Recorded data
━━━

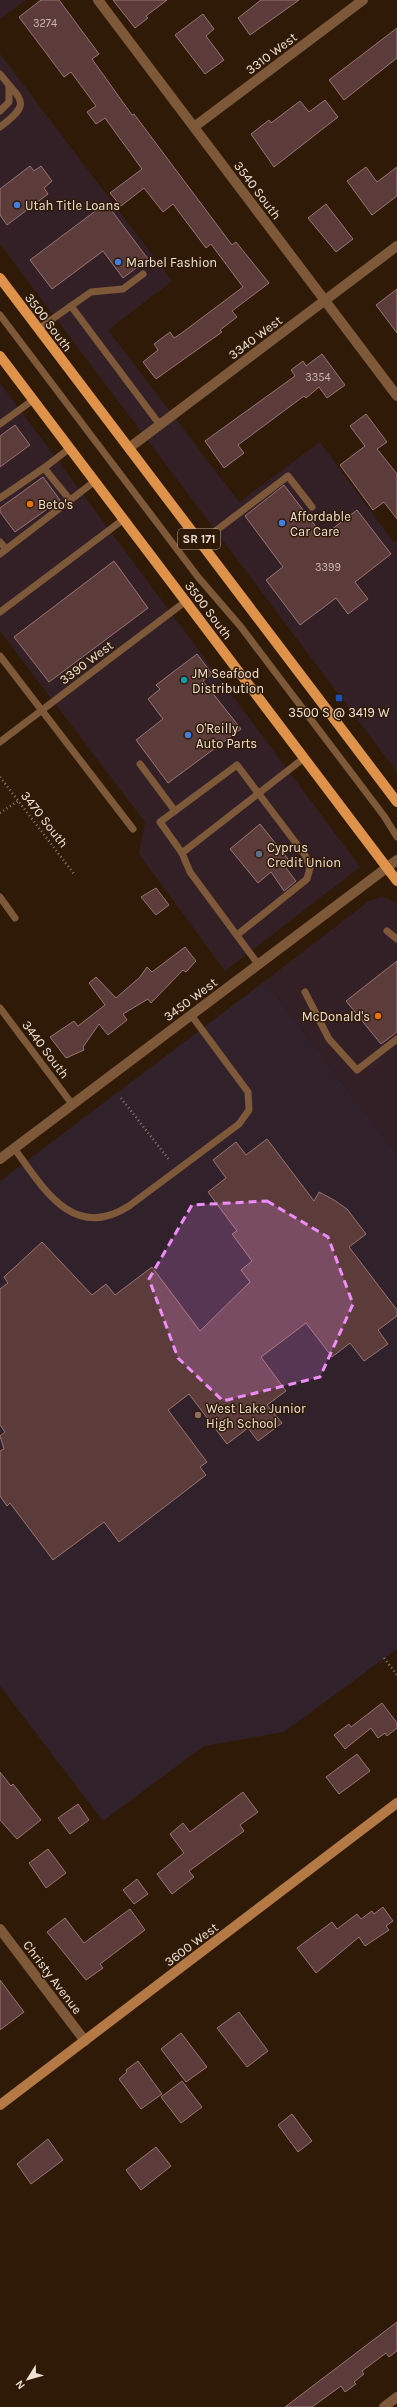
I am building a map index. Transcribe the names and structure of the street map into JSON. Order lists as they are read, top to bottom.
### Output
{
  "streets": {
    "main road": ["3500 South", "SR 171"],
    "street": [
      "3310 West",
      "3540 South",
      "3340 West",
      "3450 West",
      "3600 West",
      "Christy Avenue"
    ],
    "lane": ["3390 West", "3440 South"],
    "path": ["3470 South"]
  },
  "crossings": [
    ["3310 West", "3540 South"],
    ["3540 South", "3340 West"],
    ["3500 South", "3340 West"],
    ["3500 South", "3390 West"],
    ["3500 South", "3450 West"],
    ["3450 West", "3440 South"],
    ["3600 West", "Christy Avenue"]
  ],
  "places": {
    "other": [
      "Utah Title Loans",
      "Marbel Fashion",
      "Beto's",
      "Affordable Car Care",
      "JM Seafood Distribution",
      "O'Reilly Auto Parts",
      "Cyprus Credit Union",
      "McDonald's",
      "West Lake Junior High School"
    ],
    "transit": ["3500 S @ 3419 W"]
  },
  "house_numbers": ["3274", "3354", "3399"],
  "north": "bottom left"
}
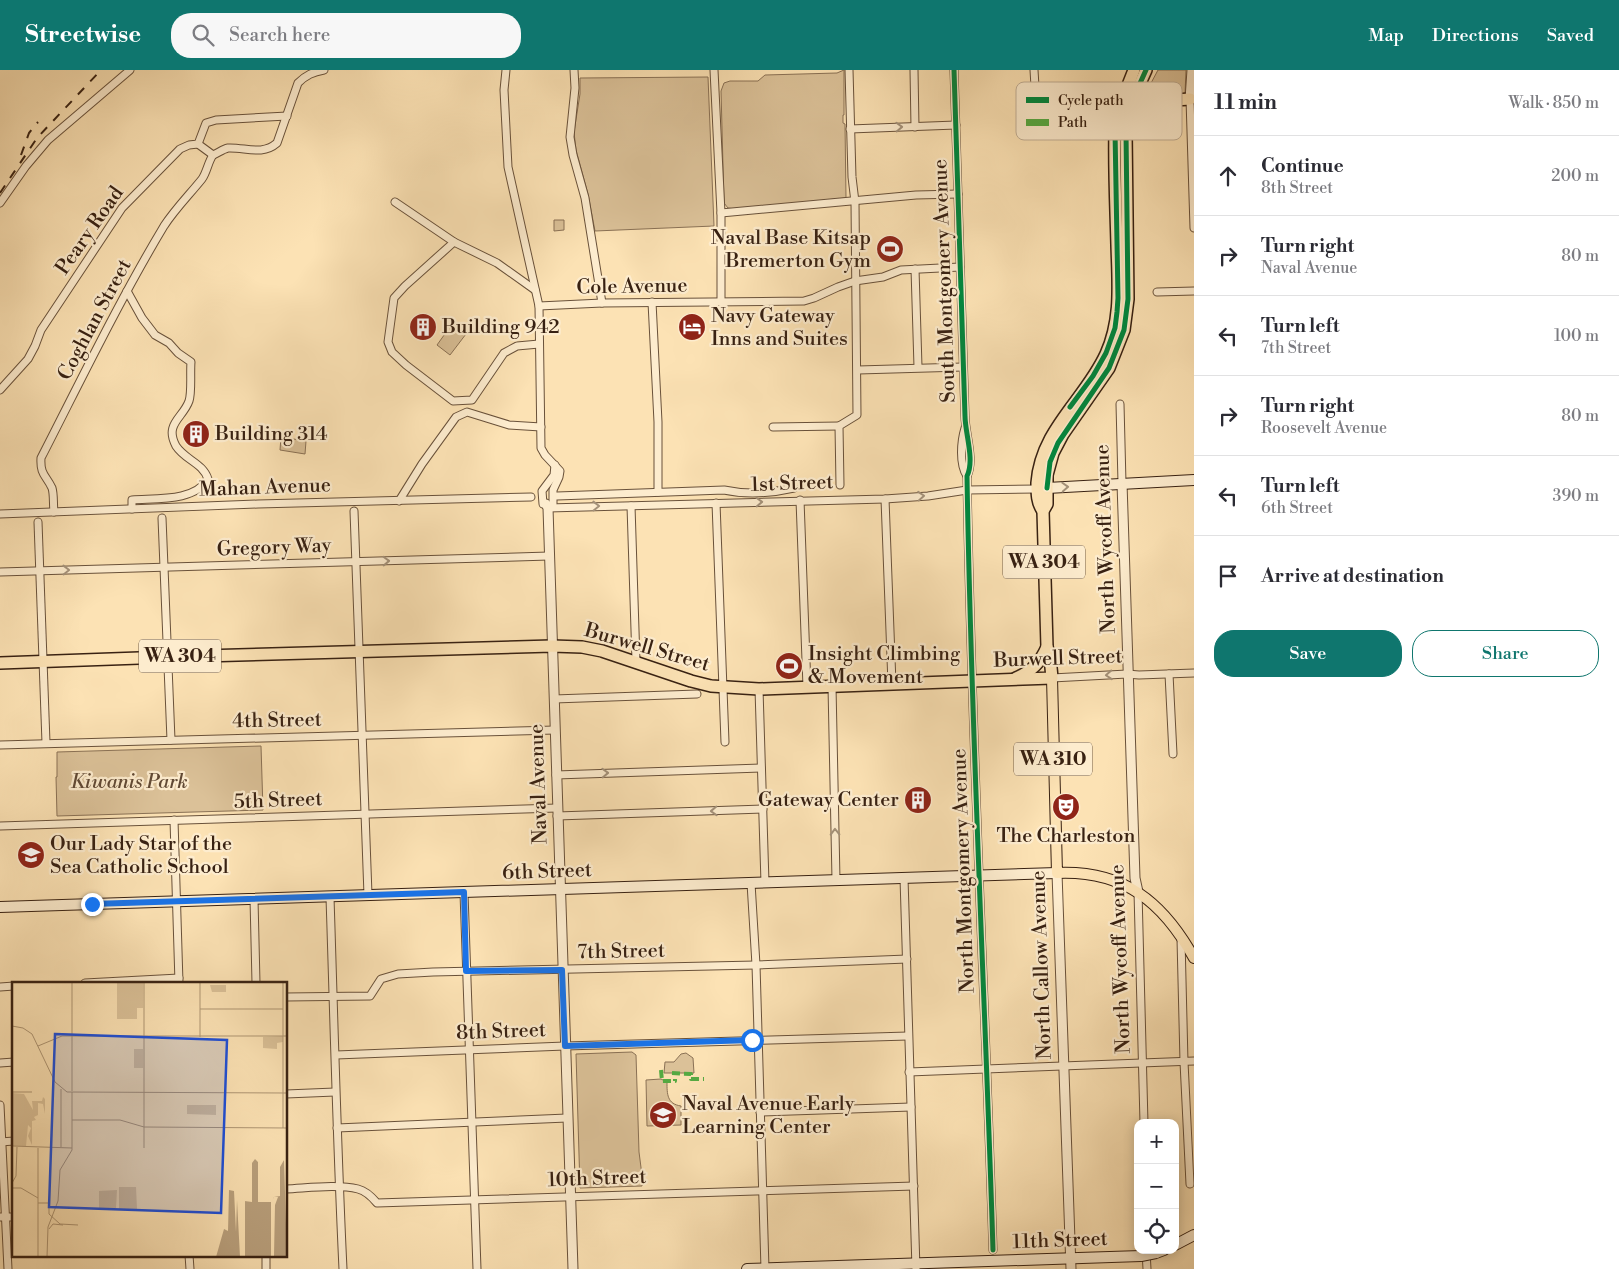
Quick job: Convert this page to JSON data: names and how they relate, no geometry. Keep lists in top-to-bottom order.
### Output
{
  "streets": {
    "highway": ["WA 304", "Burwell Street", "North Callow Avenue"],
    "main road": [
      "1st Street",
      "WA 310",
      "6th Street",
      "11th Street"
    ],
    "street": [
      "Peary Road",
      "South Montgomery Avenue",
      "Cole Avenue",
      "Coghlan Street",
      "Mahan Avenue",
      "North Wycoff Avenue",
      "Gregory Way",
      "4th Street",
      "Naval Avenue",
      "5th Street",
      "North Montgomery Avenue",
      "7th Street",
      "8th Street",
      "10th Street"
    ]
  },
  "crossings": [
    ["South Montgomery Avenue", "Cole Avenue"],
    ["South Montgomery Avenue", "1st Street"],
    ["South Montgomery Avenue", "North Montgomery Avenue"],
    ["Coghlan Street", "Mahan Avenue"],
    ["1st Street", "North Wycoff Avenue"],
    ["1st Street", "WA 304"],
    ["1st Street", "Naval Avenue"],
    ["1st Street", "North Montgomery Avenue"],
    ["1st Street", "North Callow Avenue"],
    ["North Wycoff Avenue", "Burwell Street"],
    ["North Wycoff Avenue", "6th Street"],
    ["Gregory Way", "Naval Avenue"],
    ["WA 304", "Burwell Street"],
    ["WA 304", "North Callow Avenue"],
    ["Burwell Street", "Naval Avenue"],
    ["Burwell Street", "North Montgomery Avenue"],
    ["Burwell Street", "North Callow Avenue"],
    ["4th Street", "Naval Avenue"],
    ["Naval Avenue", "5th Street"],
    ["Naval Avenue", "6th Street"],
    ["Naval Avenue", "7th Street"],
    ["Naval Avenue", "8th Street"],
    ["Naval Avenue", "10th Street"],
    ["North Montgomery Avenue", "6th Street"],
    ["North Montgomery Avenue", "11th Street"],
    ["6th Street", "North Callow Avenue"],
    ["North Callow Avenue", "11th Street"]
  ],
  "one_way": ["1st Street", "Gregory Way"],
  "parks": ["Kiwanis Park"],
  "places": {
    "sports": ["Naval Base Kitsap Bremerton Gym", "Insight Climbing & Movement"],
    "building": ["Building 942", "Building 314", "Gateway Center"],
    "hotel": ["Navy Gateway Inns and Suites"],
    "theatre": ["The Charleston"],
    "school or university": ["Our Lady Star of the Sea Catholic School", "Naval Avenue Early Learning Center"]
  },
  "legend": ["Cycle path", "Path"],
  "page": {
    "header": "Streetwise",
    "search": "Search here",
    "nav": ["Map", "Directions", "Saved"],
    "heading": ["11 min", "Walk · 850 m"],
    "list": [
      ["Continue", "8th Street", "200 m"],
      ["Turn right", "Naval Avenue", "80 m"],
      ["Turn left", "7th Street", "100 m"],
      ["Turn right", "Roosevelt Avenue", "80 m"],
      ["Turn left", "6th Street", "390 m"],
      "Arrive at destination"
    ],
    "buttons": ["Save", "Share"],
    "map_buttons": ["+", "−"]
  }
}
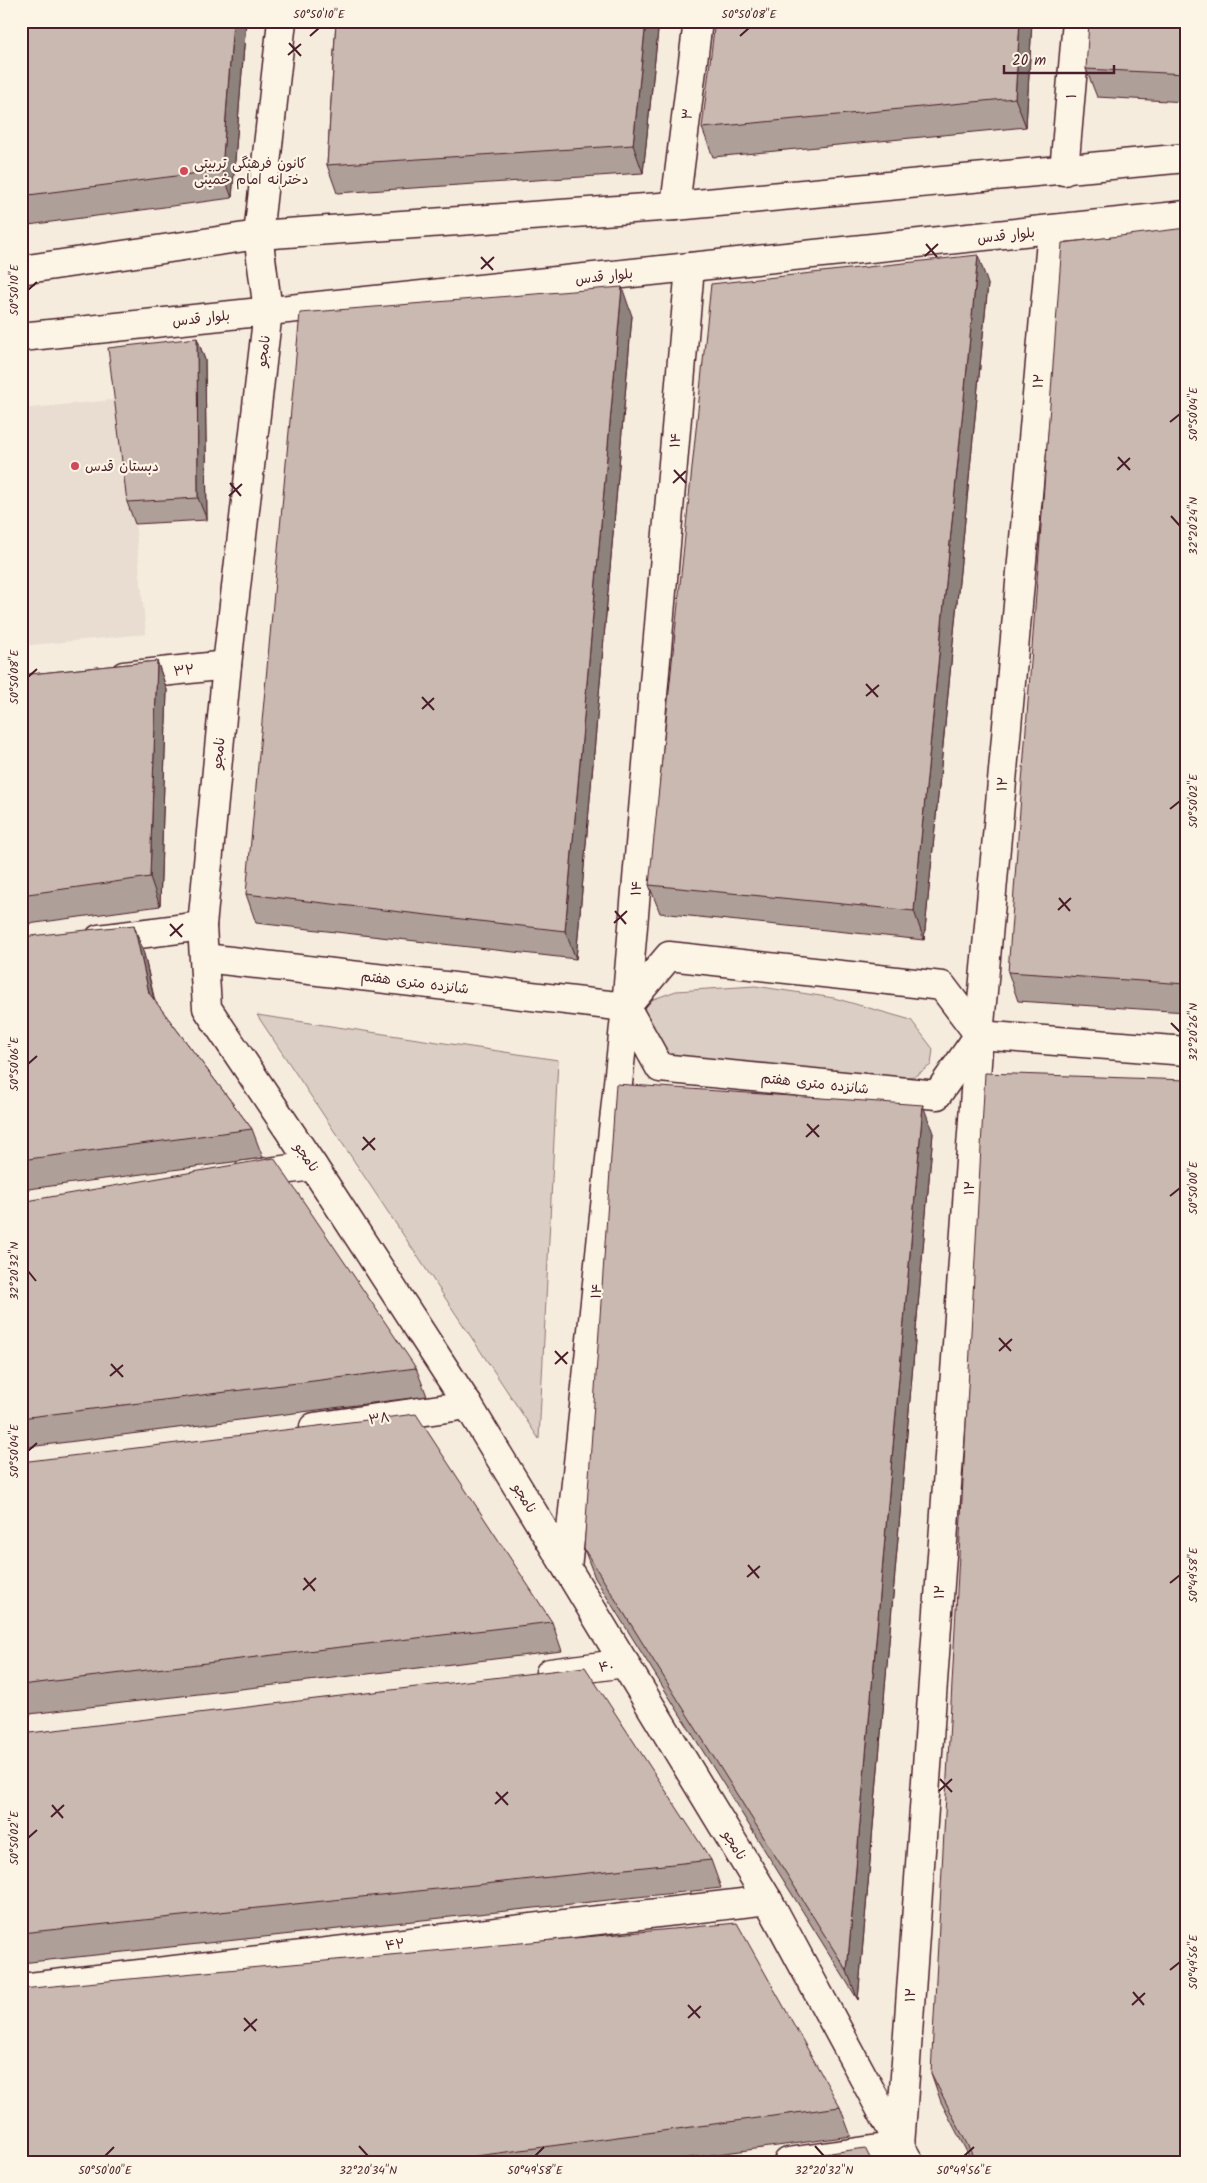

━━━

ASSIGNMENT: The lines to show are those in the data above that include "Gateway".

ANSWER FOR THE TASK:
    "building": ["Building 942", "Building 314", "Gateway Center"],
    "hotel": ["Navy Gateway Inns and Suites"],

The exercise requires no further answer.